Assigned task ▸
Below are the records; copy each line in them that holds the word "stop".

Information shown ▸
※ ※ ※
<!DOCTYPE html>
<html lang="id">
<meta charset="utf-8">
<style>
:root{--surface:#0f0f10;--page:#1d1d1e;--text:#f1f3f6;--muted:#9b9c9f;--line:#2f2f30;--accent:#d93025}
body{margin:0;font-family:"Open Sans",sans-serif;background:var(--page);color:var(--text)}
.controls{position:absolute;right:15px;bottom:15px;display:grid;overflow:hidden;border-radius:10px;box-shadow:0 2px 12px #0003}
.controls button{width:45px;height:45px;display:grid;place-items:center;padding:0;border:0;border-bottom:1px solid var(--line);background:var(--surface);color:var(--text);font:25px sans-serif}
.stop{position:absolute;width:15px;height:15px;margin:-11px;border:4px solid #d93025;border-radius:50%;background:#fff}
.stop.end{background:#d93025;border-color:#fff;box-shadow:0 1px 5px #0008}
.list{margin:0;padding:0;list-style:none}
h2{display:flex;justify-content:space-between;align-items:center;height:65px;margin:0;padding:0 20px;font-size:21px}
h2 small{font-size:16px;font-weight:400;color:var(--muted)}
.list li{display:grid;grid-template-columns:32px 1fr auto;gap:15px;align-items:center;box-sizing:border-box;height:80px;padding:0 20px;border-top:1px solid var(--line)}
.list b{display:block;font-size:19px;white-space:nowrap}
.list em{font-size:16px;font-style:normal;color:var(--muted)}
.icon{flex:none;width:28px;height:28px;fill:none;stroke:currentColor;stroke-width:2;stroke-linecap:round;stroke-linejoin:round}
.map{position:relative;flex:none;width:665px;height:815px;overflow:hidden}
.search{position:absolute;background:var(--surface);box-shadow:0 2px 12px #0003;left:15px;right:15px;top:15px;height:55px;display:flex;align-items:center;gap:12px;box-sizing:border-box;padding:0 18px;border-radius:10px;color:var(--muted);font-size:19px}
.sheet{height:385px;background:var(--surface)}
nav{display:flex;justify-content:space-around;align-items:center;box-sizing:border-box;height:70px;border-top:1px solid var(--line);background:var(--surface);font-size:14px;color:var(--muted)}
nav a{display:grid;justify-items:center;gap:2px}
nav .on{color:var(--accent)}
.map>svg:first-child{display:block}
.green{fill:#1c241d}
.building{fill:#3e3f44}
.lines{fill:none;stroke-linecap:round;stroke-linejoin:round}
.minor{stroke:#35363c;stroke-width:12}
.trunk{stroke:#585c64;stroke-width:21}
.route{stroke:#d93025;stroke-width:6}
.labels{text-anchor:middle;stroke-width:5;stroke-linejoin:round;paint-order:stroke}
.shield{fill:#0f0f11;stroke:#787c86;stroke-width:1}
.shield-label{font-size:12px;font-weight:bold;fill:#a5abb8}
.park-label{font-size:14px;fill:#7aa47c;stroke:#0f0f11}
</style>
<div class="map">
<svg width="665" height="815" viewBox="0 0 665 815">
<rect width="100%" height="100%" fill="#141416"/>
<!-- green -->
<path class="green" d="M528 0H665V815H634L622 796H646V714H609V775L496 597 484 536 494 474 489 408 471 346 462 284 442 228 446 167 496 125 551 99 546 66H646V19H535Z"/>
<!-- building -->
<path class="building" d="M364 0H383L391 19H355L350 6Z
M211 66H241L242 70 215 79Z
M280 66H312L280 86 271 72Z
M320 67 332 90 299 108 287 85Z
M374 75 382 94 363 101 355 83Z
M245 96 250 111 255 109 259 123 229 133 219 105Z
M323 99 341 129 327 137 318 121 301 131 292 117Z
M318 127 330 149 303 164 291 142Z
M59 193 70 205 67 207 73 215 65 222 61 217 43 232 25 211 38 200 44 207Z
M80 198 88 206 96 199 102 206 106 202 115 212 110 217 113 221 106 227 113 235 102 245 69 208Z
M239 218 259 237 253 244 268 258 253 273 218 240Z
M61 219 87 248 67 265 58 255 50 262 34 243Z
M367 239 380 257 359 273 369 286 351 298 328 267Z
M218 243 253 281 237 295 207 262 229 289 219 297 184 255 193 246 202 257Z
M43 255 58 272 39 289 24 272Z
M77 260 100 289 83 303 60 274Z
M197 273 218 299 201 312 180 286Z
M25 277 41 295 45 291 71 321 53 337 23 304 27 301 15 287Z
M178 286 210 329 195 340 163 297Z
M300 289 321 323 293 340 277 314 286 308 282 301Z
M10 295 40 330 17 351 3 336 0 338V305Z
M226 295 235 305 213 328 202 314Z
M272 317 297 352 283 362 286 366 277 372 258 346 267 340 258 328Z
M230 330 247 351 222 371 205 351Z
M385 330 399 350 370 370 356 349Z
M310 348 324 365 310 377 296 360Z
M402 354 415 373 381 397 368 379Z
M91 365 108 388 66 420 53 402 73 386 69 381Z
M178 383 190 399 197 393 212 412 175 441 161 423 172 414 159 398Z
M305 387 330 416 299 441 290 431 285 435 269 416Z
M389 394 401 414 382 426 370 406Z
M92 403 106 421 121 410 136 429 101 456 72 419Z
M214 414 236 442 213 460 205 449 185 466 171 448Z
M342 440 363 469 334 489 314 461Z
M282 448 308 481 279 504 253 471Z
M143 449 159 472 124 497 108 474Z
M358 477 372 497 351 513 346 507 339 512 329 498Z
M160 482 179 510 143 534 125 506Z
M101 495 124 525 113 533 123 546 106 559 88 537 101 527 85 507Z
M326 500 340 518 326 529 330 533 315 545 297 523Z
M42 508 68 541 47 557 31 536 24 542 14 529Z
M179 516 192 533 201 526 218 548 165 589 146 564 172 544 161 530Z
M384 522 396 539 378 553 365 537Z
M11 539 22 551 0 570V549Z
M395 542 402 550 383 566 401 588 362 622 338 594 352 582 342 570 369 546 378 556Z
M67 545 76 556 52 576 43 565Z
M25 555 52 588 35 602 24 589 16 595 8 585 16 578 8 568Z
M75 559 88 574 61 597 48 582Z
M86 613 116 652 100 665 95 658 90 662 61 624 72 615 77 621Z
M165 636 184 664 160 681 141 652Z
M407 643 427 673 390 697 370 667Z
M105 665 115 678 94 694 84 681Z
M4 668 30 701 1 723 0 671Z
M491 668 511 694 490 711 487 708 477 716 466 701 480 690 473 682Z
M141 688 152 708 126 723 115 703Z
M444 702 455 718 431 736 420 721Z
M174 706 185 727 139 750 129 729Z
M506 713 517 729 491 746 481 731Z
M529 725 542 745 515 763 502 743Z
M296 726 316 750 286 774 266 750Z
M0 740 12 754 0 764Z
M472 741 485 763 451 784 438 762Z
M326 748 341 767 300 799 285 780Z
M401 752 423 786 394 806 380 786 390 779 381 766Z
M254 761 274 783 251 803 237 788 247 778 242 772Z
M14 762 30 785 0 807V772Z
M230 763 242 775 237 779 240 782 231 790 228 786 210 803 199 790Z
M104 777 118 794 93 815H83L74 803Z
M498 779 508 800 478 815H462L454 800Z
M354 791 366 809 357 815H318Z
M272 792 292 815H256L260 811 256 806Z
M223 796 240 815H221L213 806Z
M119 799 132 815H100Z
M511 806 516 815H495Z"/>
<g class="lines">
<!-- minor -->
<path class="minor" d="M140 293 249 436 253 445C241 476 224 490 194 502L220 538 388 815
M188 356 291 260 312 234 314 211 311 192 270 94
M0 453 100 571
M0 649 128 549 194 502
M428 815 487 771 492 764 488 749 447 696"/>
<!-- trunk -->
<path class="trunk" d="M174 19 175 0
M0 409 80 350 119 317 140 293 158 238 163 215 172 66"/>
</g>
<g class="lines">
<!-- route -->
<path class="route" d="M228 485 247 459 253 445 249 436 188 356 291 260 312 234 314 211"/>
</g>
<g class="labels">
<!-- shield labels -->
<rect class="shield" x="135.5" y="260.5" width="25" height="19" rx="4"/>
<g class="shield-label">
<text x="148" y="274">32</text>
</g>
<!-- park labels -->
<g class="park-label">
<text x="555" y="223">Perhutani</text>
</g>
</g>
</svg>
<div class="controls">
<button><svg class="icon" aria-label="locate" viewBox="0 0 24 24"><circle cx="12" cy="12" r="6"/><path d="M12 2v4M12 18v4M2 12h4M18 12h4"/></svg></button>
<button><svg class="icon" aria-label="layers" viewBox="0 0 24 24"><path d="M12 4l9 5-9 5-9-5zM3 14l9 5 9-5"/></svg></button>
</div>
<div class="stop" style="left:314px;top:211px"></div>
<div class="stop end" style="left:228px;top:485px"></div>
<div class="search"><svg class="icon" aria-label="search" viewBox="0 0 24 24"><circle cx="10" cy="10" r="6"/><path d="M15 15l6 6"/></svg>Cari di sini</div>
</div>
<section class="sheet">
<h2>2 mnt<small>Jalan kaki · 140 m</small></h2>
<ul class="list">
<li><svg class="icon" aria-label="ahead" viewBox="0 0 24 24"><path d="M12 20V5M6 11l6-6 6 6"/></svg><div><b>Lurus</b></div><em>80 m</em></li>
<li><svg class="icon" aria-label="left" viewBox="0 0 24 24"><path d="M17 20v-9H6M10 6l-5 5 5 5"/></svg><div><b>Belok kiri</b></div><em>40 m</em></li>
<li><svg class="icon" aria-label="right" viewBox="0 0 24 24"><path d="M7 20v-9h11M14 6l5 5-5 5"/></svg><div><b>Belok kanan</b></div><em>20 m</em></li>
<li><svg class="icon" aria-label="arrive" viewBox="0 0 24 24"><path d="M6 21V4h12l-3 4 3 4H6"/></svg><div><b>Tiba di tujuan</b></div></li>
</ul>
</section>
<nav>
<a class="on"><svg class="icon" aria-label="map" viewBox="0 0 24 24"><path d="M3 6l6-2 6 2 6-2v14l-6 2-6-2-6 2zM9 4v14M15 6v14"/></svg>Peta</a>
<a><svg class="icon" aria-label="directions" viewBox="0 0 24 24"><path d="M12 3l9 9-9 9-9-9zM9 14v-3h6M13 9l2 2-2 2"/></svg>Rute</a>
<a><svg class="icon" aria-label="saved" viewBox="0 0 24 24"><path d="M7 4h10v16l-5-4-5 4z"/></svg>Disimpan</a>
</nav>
※ ※ ※
Result ▸
.stop{position:absolute;width:15px;height:15px;margin:-11px;border:4px solid #d93025;border-radius:50%;background:#fff}
.stop.end{background:#d93025;border-color:#fff;box-shadow:0 1px 5px #0008}
<div class="stop" style="left:314px;top:211px"></div>
<div class="stop end" style="left:228px;top:485px"></div>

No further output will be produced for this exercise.